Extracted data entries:
============
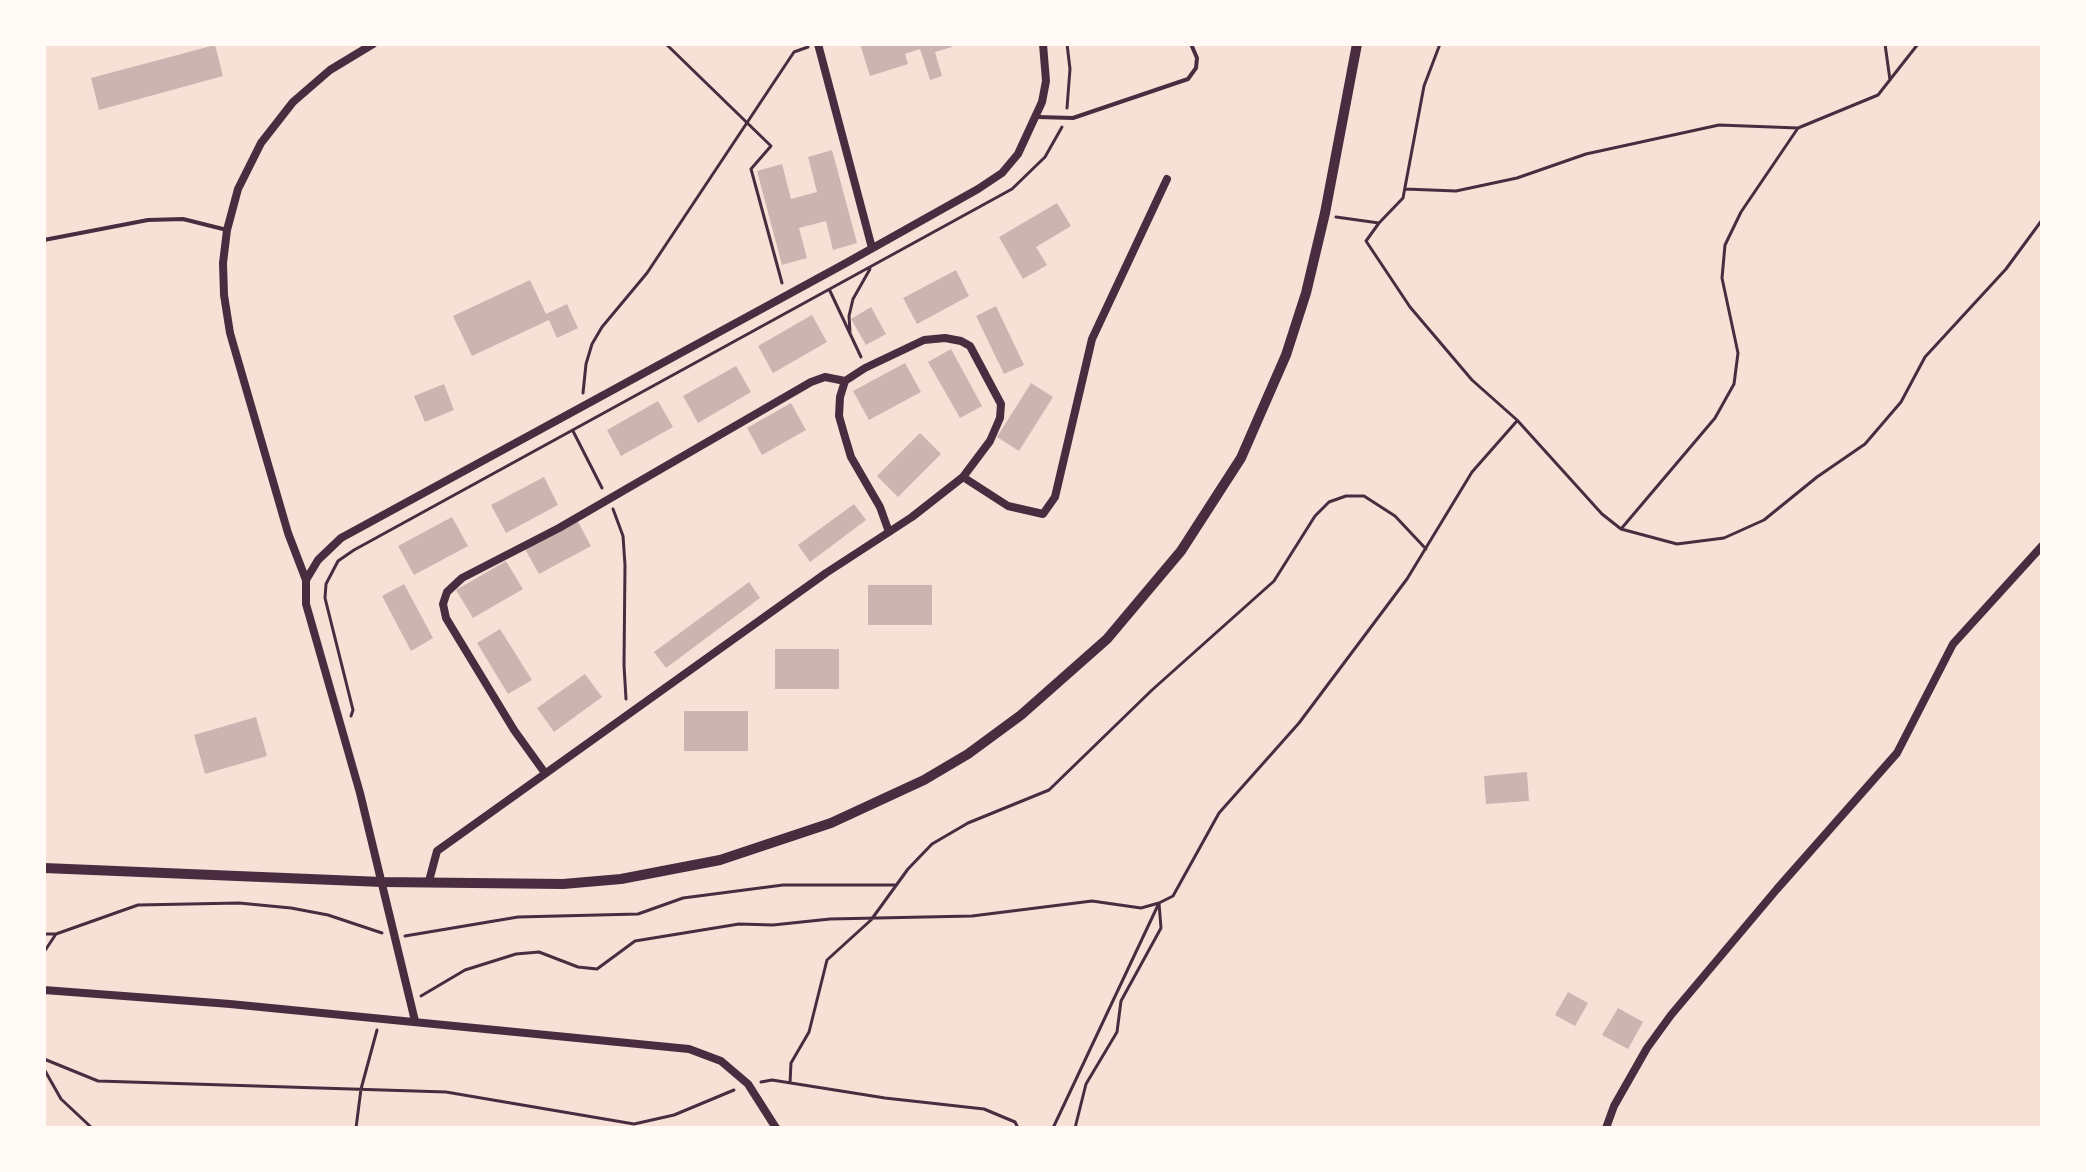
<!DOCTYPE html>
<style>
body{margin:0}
#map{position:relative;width:2086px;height:1172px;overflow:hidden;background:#f7e1d7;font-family:"Source Sans 3",sans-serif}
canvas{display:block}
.frame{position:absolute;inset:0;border:46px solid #fffaf5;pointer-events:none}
</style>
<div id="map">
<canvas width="2086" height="1172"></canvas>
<div class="frame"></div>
</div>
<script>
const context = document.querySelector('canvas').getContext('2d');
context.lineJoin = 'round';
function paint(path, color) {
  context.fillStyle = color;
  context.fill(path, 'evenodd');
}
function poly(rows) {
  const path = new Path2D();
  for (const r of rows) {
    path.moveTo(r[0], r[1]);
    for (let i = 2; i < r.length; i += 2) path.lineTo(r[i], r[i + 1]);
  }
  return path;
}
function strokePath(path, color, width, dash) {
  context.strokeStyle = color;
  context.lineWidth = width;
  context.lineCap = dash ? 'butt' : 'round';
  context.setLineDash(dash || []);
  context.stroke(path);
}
const building = poly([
 [860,44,951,44,952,47,935,52,942,76,930,80,920,49,905,54,908,64,870,76],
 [215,45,223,76,99,110,91,78],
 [832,150,857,243,833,250,826,221,799,228,807,258,782,265,757,171,782,164,791,199,817,192,808,157],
 [1057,203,1071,226,1036,247,1047,265,1023,279,999,237],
 [956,270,969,296,917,324,903,298],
 [530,280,546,314,567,304,578,328,557,338,549,320,472,356,453,316],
 [996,306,1024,365,1004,374,976,316],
 [871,307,886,334,866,345,851,319],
 [812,315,827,342,773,373,758,346],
 [951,349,982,406,960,418,928,362],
 [905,363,921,392,869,420,853,391],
 [736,366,751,392,698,423,683,396],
 [1031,383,1053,397,1019,451,997,437],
 [444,384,454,410,425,422,414,396],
 [658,401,673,427,621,456,607,430],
 [791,403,806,430,762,455,747,428],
 [920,433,941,454,898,497,877,476],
 [544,477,558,505,506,533,491,505],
 [854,504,866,520,810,562,798,545],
 [452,517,468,546,414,575,398,546],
 [577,520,591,546,539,574,525,549],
 [506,561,523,589,473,618,456,590],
 [749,582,760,598,666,668,654,652],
 [404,584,433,638,411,651,382,596],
 [868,585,932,585,932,625,868,625],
 [500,629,532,680,508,694,477,643],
 [775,649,839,649,839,689,775,689],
 [585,674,602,697,554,732,537,708],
 [684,711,748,711,748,751,684,751],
 [256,717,267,756,205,774,194,735],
 [1527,772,1529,801,1486,804,1484,776],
 [1568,992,1588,1003,1575,1026,1555,1015],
 [1618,1008,1643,1022,1628,1049,1602,1035]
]);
const path = poly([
 [666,44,771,146,751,169,782,283],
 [1885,44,1890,80],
 [1067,108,1070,69,1067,44],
 [1405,189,1456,191,1517,178,1586,154,1719,125,1798,128],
 [1336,217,1379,223,1366,241,1410,307,1472,380,1517,420,1602,514,1621,529,1677,544,1724,538,1764,520,1817,477,1865,444,1901,402,1925,357,2006,269,2042,220],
 [1379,223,1403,198,1424,86,1440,44],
 [830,291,861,357],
 [850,332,849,316,853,299,870,269],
 [583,393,586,364,592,344,602,327,647,273,794,52,808,47],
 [573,431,602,488],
 [613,509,623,536,625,565,624,665,626,699],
 [1621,529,1715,418,1734,384,1738,353,1722,278,1725,245,1741,212,1798,128,1878,95,1918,44],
 [351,716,353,710,325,598,326,584,338,561,354,550,1012,189,1045,157,1062,127],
 [44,934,56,934,138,905,239,903,291,908,328,915,382,933],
 [405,936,518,917,638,914,683,898,783,885,896,885],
 [44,952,56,934],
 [421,996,465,970,516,954,539,952,578,967,597,969,635,941,739,924,773,925,830,919,972,916,1092,901,1141,908,1159,903,1161,928,1121,1001,1117,1032,1086,1084,1075,1128],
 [44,1059,98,1081,446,1092,634,1124,674,1115,734,1090],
 [44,1069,61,1099,92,1128],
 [761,1082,772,1080,885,1098,984,1109,1015,1122,1018,1128],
 [790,1083,791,1063,809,1032,827,960,871,920,908,869,932,844,968,823,1049,790,1152,690,1274,581,1315,516,1329,502,1346,496,1364,496,1395,516,1426,549],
 [356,1128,361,1089,377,1030],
 [1053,1128,1159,903,1173,896,1219,813,1299,723,1407,579,1472,472,1516,422]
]);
const service = poly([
 [1037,117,1073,118,1188,79,1196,68,1197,58,1191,44],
 [44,240,148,220,183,219,227,230]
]);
const minor = poly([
 [818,44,872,248],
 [963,477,1008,506,1043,514,1055,497,1092,339,1167,179],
 [306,580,288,533,230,333,224,295,223,263,227,230,238,189,261,143,293,102,330,70,373,44],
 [545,773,514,730,446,618,443,604,447,592,462,578,559,528,811,382,825,377,845,381],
 [429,881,437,851,826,573,889,532,912,517,963,477,990,441,1000,418,1001,404,970,346,961,341,945,338,924,340,865,368,845,381,840,397,839,416,845,437,851,457,880,507,889,532],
 [44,990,230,1004,689,1049,721,1061,748,1084,776,1128],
 [415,1021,360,793,306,604,306,580,318,560,341,538,846,263,978,189,1002,173,1018,154,1042,102,1046,81,1043,44],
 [1606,1128,1614,1106,1647,1048,1671,1015,1777,889,1897,753,1953,644,2042,546]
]);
const tertiary = poly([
 [44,868,382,882,563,884,621,879,720,860,831,823,924,780,968,754,1021,715,1107,639,1181,551,1241,458,1286,355,1306,293,1325,213,1357,44]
]);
paint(building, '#ccb4b1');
strokePath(path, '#4a2c40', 3);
strokePath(service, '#4a2c40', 4);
strokePath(minor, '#4a2c40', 8);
strokePath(tertiary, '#4a2c40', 10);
</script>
============
▶ WHAT THE TASK REQUIRES
Where a line in the records above contains the word "color", include it in the count; state the total and nothing more.

▶ THE COMPLETED TASK
4